**Assignment**: In the entries below, how many lines contain the string "bottom"? State the number and nothing else.
### Record excerpts
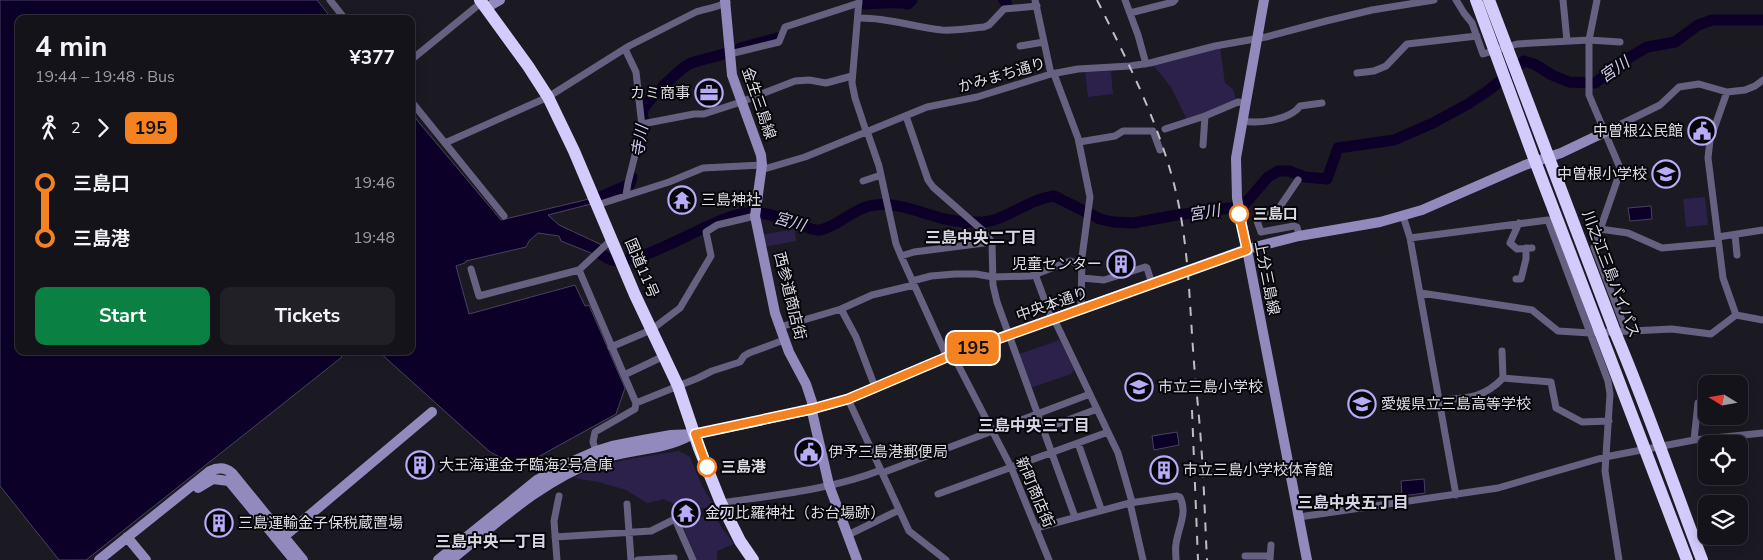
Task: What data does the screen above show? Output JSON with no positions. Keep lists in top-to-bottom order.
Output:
{
  "streets": {
    "highway": ["国道11号", "川之江三島バイパス"],
    "street": [
      "かみまち通り",
      "金生三島線",
      "上分三島線",
      "西参道商店街",
      "中央本通り",
      "新町商店街"
    ]
  },
  "crossings": [
    ["かみまち通り", "金生三島線"],
    ["かみまち通り", "国道11号"],
    ["かみまち通り", "上分三島線"],
    ["かみまち通り", "新町商店街"],
    ["金生三島線", "西参道商店街"],
    ["国道11号", "中央本通り"],
    ["川之江三島バイパス", "中央本通り"],
    ["上分三島線", "中央本通り"],
    ["西参道商店街", "中央本通り"],
    ["中央本通り", "新町商店街"]
  ],
  "districts": [
    "三島中央二丁目",
    "三島中央三丁目",
    "三島中央五丁目",
    "三島中央一丁目"
  ],
  "water": ["宮川", "寺川"],
  "places": {
    "office": ["カミ商事"],
    "public building": ["中曽根公民館", "伊予三島港郵便局"],
    "school or university": ["中曽根小学校", "市立三島小学校", "愛媛県立三島高等学校"],
    "temple": ["三島神社", "金刀比羅神社（お台場跡）"],
    "other": ["三島口", "三島港"],
    "building": [
      "児童センター",
      "大王海運金子臨海2号倉庫",
      "市立三島小学校体育館",
      "三島運輸金子保税蔵置場"
    ]
  },
  "lines": ["bus line 195"],
  "north": "left",
  "page": {
    "on_map": "195",
    "heading": ["4 min", "19:44 – 19:48 · Bus", "¥377"],
    "legs": ["2", "195"],
    "list": [
      {
        "name": "三島口",
        "value": "19:46"
      },
      {
        "name": "三島港",
        "value": "19:48"
      }
    ],
    "buttons": ["Start", "Tickets"]
  }
}
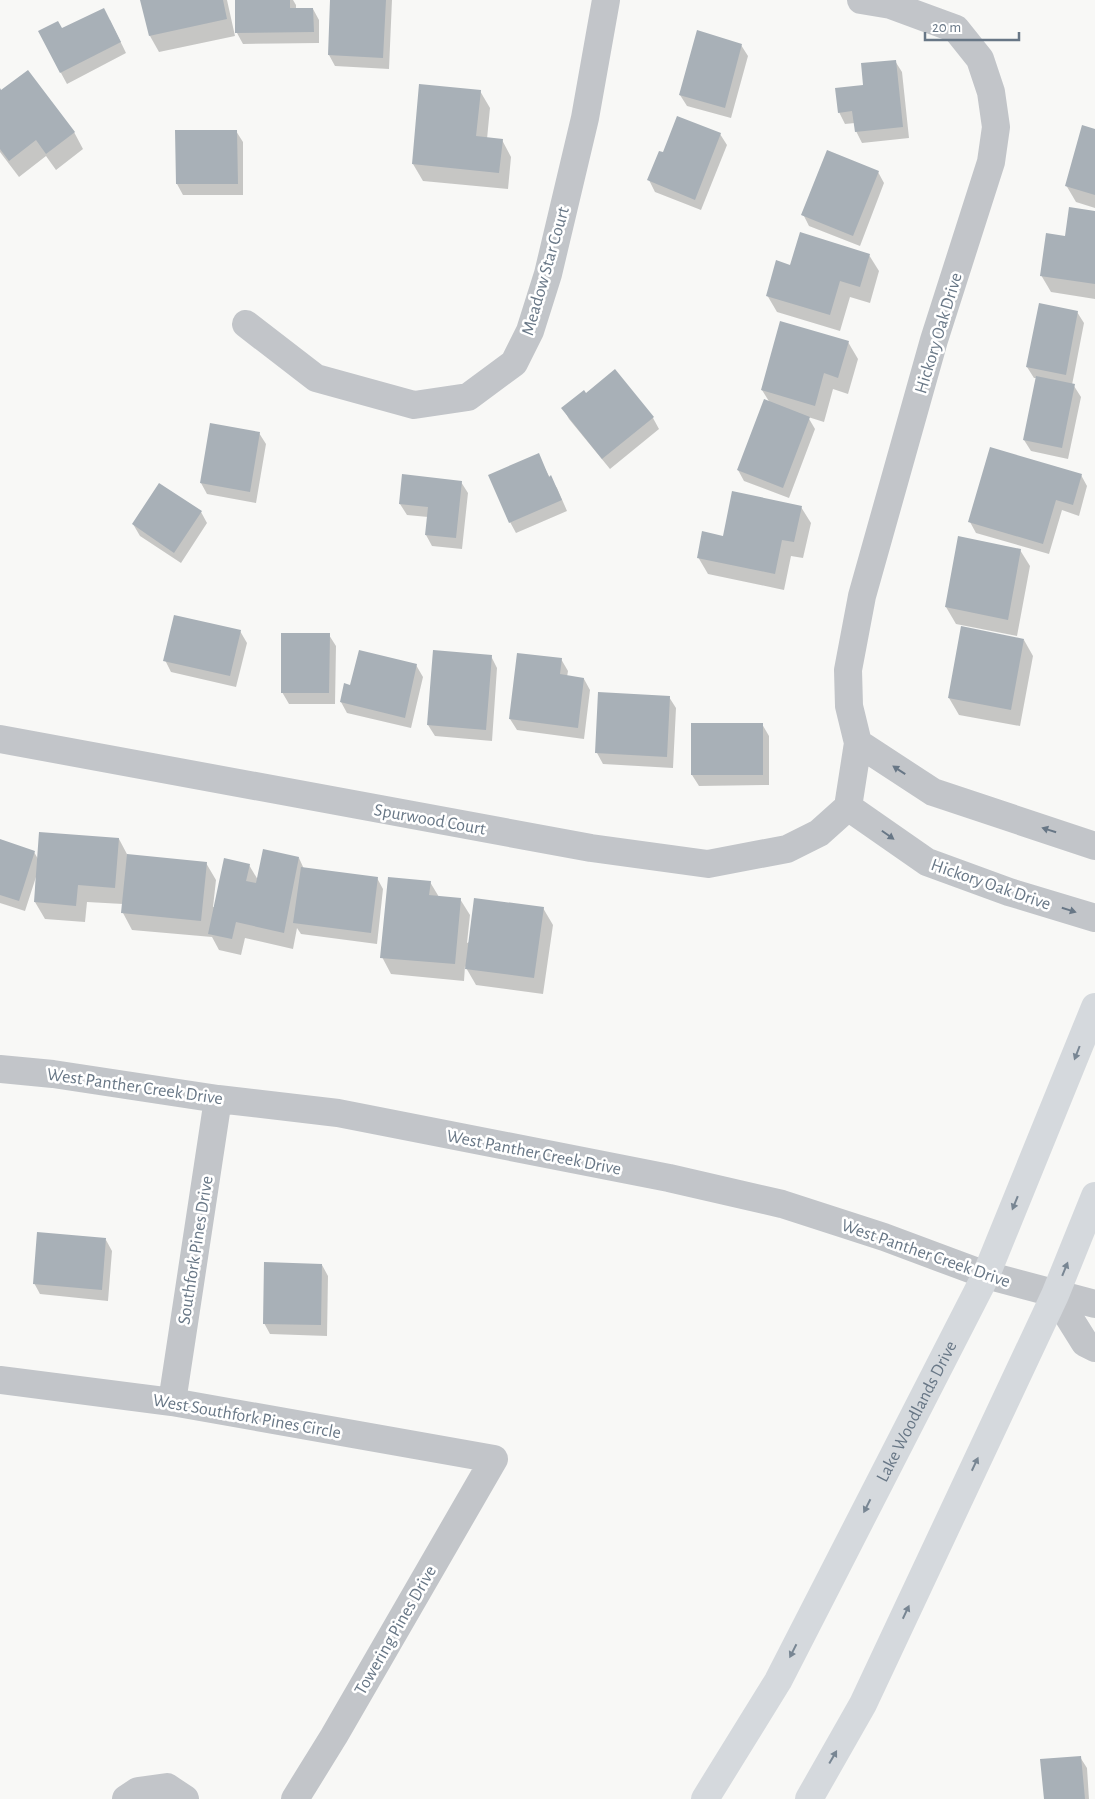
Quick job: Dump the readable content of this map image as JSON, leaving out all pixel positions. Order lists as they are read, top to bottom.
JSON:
######
**Task output**: 2